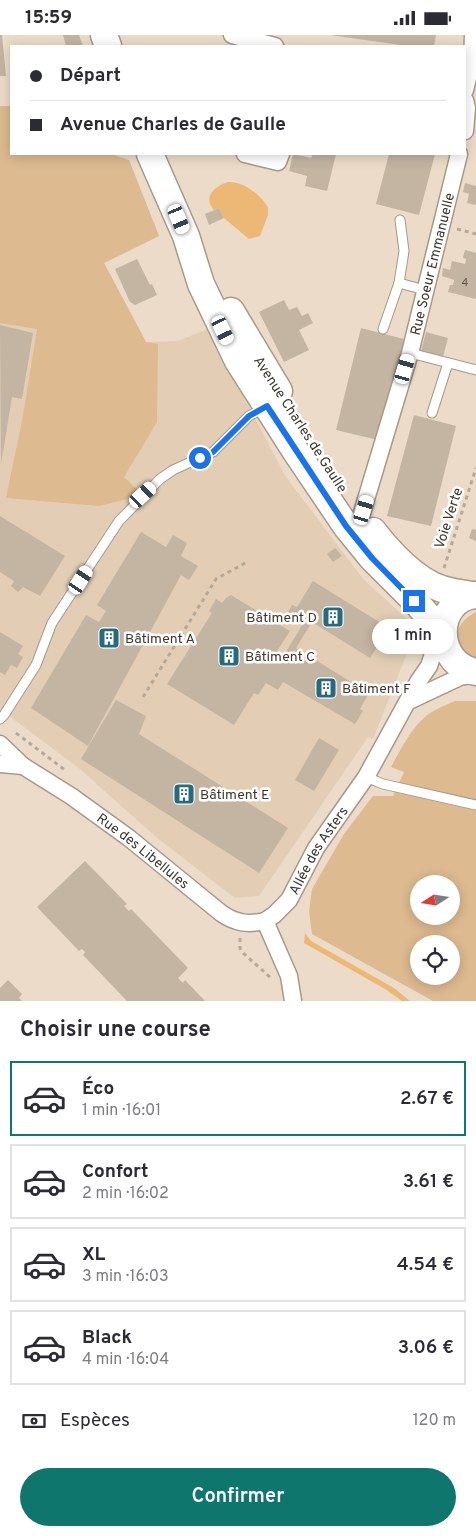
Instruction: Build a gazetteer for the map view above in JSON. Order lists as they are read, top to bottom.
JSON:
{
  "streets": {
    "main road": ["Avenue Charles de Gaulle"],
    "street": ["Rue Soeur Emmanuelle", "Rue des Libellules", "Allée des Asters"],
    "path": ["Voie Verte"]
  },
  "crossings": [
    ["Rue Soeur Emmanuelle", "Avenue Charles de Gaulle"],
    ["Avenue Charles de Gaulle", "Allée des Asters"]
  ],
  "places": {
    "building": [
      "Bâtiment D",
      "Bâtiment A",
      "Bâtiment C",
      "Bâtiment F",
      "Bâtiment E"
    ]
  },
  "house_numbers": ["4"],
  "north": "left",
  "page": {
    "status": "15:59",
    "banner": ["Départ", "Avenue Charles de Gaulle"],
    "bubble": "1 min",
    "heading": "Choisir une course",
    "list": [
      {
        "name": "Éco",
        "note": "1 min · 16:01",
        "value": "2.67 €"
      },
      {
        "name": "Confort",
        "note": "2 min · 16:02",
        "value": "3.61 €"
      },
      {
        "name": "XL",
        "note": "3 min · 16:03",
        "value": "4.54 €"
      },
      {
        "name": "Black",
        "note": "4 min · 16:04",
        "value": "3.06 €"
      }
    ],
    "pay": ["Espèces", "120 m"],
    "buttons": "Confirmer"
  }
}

....

> **Try it**: An exact copy of the entries, minus the pictures, is what to return.

> **Reply**:
Instruction: Build a gazetteer for the map view above in JSON. Order lists as they are read, top to bottom.
JSON:
{
  "streets": {
    "main road": ["Avenue Charles de Gaulle"],
    "street": ["Rue Soeur Emmanuelle", "Rue des Libellules", "Allée des Asters"],
    "path": ["Voie Verte"]
  },
  "crossings": [
    ["Rue Soeur Emmanuelle", "Avenue Charles de Gaulle"],
    ["Avenue Charles de Gaulle", "Allée des Asters"]
  ],
  "places": {
    "building": [
      "Bâtiment D",
      "Bâtiment A",
      "Bâtiment C",
      "Bâtiment F",
      "Bâtiment E"
    ]
  },
  "house_numbers": ["4"],
  "north": "left",
  "page": {
    "status": "15:59",
    "banner": ["Départ", "Avenue Charles de Gaulle"],
    "bubble": "1 min",
    "heading": "Choisir une course",
    "list": [
      {
        "name": "Éco",
        "note": "1 min · 16:01",
        "value": "2.67 €"
      },
      {
        "name": "Confort",
        "note": "2 min · 16:02",
        "value": "3.61 €"
      },
      {
        "name": "XL",
        "note": "3 min · 16:03",
        "value": "4.54 €"
      },
      {
        "name": "Black",
        "note": "4 min · 16:04",
        "value": "3.06 €"
      }
    ],
    "pay": ["Espèces", "120 m"],
    "buttons": "Confirmer"
  }
}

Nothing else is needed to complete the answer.